Er sprang auf, sein Blut kochte. Das Mädchen in seines Bruders Armen! Wird er sie glücklich machen, der … der Feigling! Wie konnte ein Mann, der nie einer war, die Lore glücklich machen!

Es klopfte jemand. Mit weit geöffneten Augen blickte Hermann auf. „Wer ist da?“

Langsam öffnete sich die Thür. Bruno! Die Haare unordentlich in die Stirn fallend, die Gesichtszüge schlaff und bleich, die großen braunen Augen fieberhaft glänzend, so stand er da.

„Hermann,“ sagte er leise und tastete mit der Hand an dem Hemdkragen, als sei ihm der zu eng. „Ich kann es nicht mehr ertragen – den Ekel vor mir selbst! Ich glaubte, es sei überwunden, aber nun ich Dich wiedersehe, quillt alles neu in mir auf, als sollte ich ersticken!“

Hermann sah den Bruder stumm an, dann senkte er den Blick. Gegenüber dieser Seelenqual schwand alles, was er selbst eben noch empfunden hatte. Sein Edelmut regte sich. Er faßte Bruno an beiden Händen und zog ihn auf einen Stuhl. „Du mußt es überwinden. Du mußt darüber hinweg, und wenn es noch so schwer ist. Das Leben liegt vor Dir und hat Arbeit für Dich. An die klammere Dich an! Mir ist es, als sei ich zehn Jahre älter als Du. Kopf hoch! Du konntest doch früher das Leben heiter nehmen.“

Bruno schüttelte den Kopf. „Du meinst, ich sollte durch Arbeit sühnen. Sühnen? Ein Ammenmärchen! Hast Du einen Zaubertrank gegen Flecken der Seele?“

„Ja; die Zeit und ein ehrliches festes Wollen! Und im übrigen –“

„Ja, im übrigen weiß ja kein Mensch davon,“ fiel Bruno ein und strich sich die wirren Haare aus der Stirn.

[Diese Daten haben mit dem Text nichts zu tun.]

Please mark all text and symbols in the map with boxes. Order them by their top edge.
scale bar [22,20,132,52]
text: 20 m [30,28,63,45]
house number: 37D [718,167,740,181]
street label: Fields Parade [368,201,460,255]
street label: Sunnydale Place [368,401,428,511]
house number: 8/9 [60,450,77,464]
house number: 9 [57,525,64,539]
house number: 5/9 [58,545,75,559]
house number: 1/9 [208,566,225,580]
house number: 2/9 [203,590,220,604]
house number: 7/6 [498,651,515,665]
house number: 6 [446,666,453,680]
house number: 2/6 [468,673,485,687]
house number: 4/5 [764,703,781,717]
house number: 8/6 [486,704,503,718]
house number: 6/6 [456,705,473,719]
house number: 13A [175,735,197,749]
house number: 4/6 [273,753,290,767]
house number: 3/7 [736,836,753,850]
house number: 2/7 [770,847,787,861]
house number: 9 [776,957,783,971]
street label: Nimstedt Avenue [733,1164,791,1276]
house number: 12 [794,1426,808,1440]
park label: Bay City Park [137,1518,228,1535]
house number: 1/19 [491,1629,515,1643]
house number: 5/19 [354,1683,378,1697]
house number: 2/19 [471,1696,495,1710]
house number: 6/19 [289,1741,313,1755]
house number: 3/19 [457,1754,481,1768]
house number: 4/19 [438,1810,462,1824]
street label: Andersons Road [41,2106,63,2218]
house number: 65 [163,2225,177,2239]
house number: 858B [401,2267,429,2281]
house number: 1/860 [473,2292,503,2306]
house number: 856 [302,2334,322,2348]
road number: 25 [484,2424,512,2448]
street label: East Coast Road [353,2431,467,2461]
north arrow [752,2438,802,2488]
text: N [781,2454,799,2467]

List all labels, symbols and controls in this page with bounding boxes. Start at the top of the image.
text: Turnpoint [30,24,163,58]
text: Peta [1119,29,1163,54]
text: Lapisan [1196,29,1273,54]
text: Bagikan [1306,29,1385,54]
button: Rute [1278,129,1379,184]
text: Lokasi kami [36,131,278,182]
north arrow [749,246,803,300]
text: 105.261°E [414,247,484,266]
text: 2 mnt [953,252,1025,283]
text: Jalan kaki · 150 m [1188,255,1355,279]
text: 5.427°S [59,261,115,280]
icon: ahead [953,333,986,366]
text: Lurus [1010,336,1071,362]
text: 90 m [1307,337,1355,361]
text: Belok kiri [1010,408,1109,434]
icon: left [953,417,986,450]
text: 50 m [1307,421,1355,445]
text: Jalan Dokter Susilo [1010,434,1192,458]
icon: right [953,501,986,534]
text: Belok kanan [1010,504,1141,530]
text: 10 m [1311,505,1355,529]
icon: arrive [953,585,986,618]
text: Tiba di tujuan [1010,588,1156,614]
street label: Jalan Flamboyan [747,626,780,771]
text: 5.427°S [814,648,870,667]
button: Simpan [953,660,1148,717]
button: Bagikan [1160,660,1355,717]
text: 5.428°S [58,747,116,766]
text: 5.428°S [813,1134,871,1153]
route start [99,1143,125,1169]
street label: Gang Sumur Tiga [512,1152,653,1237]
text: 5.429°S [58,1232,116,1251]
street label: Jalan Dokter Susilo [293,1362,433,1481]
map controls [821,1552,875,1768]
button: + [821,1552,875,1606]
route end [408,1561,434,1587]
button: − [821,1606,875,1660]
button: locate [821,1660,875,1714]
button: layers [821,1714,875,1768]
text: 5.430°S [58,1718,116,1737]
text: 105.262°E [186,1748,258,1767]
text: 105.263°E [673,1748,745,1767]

Hermann blickte grübelnd zu Boden. Das also war Brunos Trost! Wohl ihm! Von alledem, was er selbst durchgekämpft hatte damals am Lagerfeuer, empfand jener nichts!

„Und dann,“ sagte Bruno, während sein früheres lustiges Gesicht sich allmählich aus den trübseligen Falten herausarbeitete, „dann hab’ ich ja sie, die Lore, meine Braut!“

„Ja, die hast Du,“ murmelte Hermann und trat ans Fenster, in die Nacht spähend.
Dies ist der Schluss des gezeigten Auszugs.